A questa unificazione Garibaldi ha contribuito non solo con le sue «gesta», ma anche — e questo è ritenuto il suo secondo merito — con la partecipazione alla costruzione di simboli e di miti, a cominciare dal mito di sé stesso. Prende parte, in questo modo, alla sistematica «segnatura del territorio» (p. 130), che ha avuto luogo dopo l’Unità mediante la creazione di una liturgia civile, la diffusione di una ricca memorialistica, l’imposizione di una nuova nomenclatura viaria, la moltiplicazione di lapidi, monumenti ed epigrafi, nonché «cimeli e reliquie politiche quali i sigari di Garibaldi e ciuffi di capelli accreditati come appartenenti alla sua grande chioma» (p. 139).

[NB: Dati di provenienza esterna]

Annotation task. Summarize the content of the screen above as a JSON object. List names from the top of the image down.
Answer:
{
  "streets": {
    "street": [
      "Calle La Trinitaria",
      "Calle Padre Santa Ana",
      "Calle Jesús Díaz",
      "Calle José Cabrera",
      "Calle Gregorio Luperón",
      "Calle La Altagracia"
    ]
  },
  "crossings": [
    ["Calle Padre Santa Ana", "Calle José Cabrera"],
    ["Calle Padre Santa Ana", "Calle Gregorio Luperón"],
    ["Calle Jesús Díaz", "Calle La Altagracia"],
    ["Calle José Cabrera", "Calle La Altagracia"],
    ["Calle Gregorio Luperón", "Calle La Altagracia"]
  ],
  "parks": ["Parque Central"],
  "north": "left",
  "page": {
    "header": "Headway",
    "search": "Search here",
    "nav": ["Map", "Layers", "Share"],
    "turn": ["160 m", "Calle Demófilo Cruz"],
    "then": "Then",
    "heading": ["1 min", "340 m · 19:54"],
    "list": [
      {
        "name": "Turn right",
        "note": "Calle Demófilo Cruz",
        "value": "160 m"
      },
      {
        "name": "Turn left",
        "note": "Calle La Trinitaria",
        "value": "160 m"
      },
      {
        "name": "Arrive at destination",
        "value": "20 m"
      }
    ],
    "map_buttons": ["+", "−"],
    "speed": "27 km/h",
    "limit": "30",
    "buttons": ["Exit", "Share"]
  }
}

Ma agli occhi di Isnenghi il merito più grande di quel «soldato del cosmopolitismo rivoluzionario» (2) che fu Garibaldi è l’esser stato un «rivoluzionario disciplinato», cioè una persona disposta a venire a patti con la realtà e dunque a sacrificare ogni interesse personale alla vittoria della Rivoluzione italiana. Agì spesso sul filo dell' illegalità e talvolta andò oltre, ma seppe dar sempre prova di realismo: «Rivoluzionario disciplinato o capitano del popolo. Tutt’e due, naturalmente» (p. 146).

Isnenghi sottolinea, infine, come il nome di Garibaldi sia legato a una lunga serie di vicende della nostra storia — non solo le sue imprese personali, ma anche quelle animate da spirito garibaldino, come la spedizione di volontari in Grecia nel 1897, la battaglia delle Argonne, in Francia, nel 1914-1915, la Resistenza italiana e poi le elezioni politiche italiane del 1948 —, che a suo avviso sono gli indicatori di un saldo radicamento del mito nella storia del nuovo Stato italiano.


Francesco Pappalardo


Note

(1) Cfr. Ernesto Galli della Loggia, Brigatismo senza fine, in Corriere della sera, 27-4-2007 e, fra le altre, la risposta di Giuseppe Galasso, Non c’è solo violenza nel nostro album di famiglia, ibid., 29-4-2007.
(2) Cfr. la definizione del francese Jean-Joseph-Charles-Louis Blanc (1811-1882) in Fulvio Conti, L’Italia dei democratici. Sinistra risorgimentale, massoneria e associazionismo fra Otto e Novecento, Franco Angeli, Milano 2000, p. 83.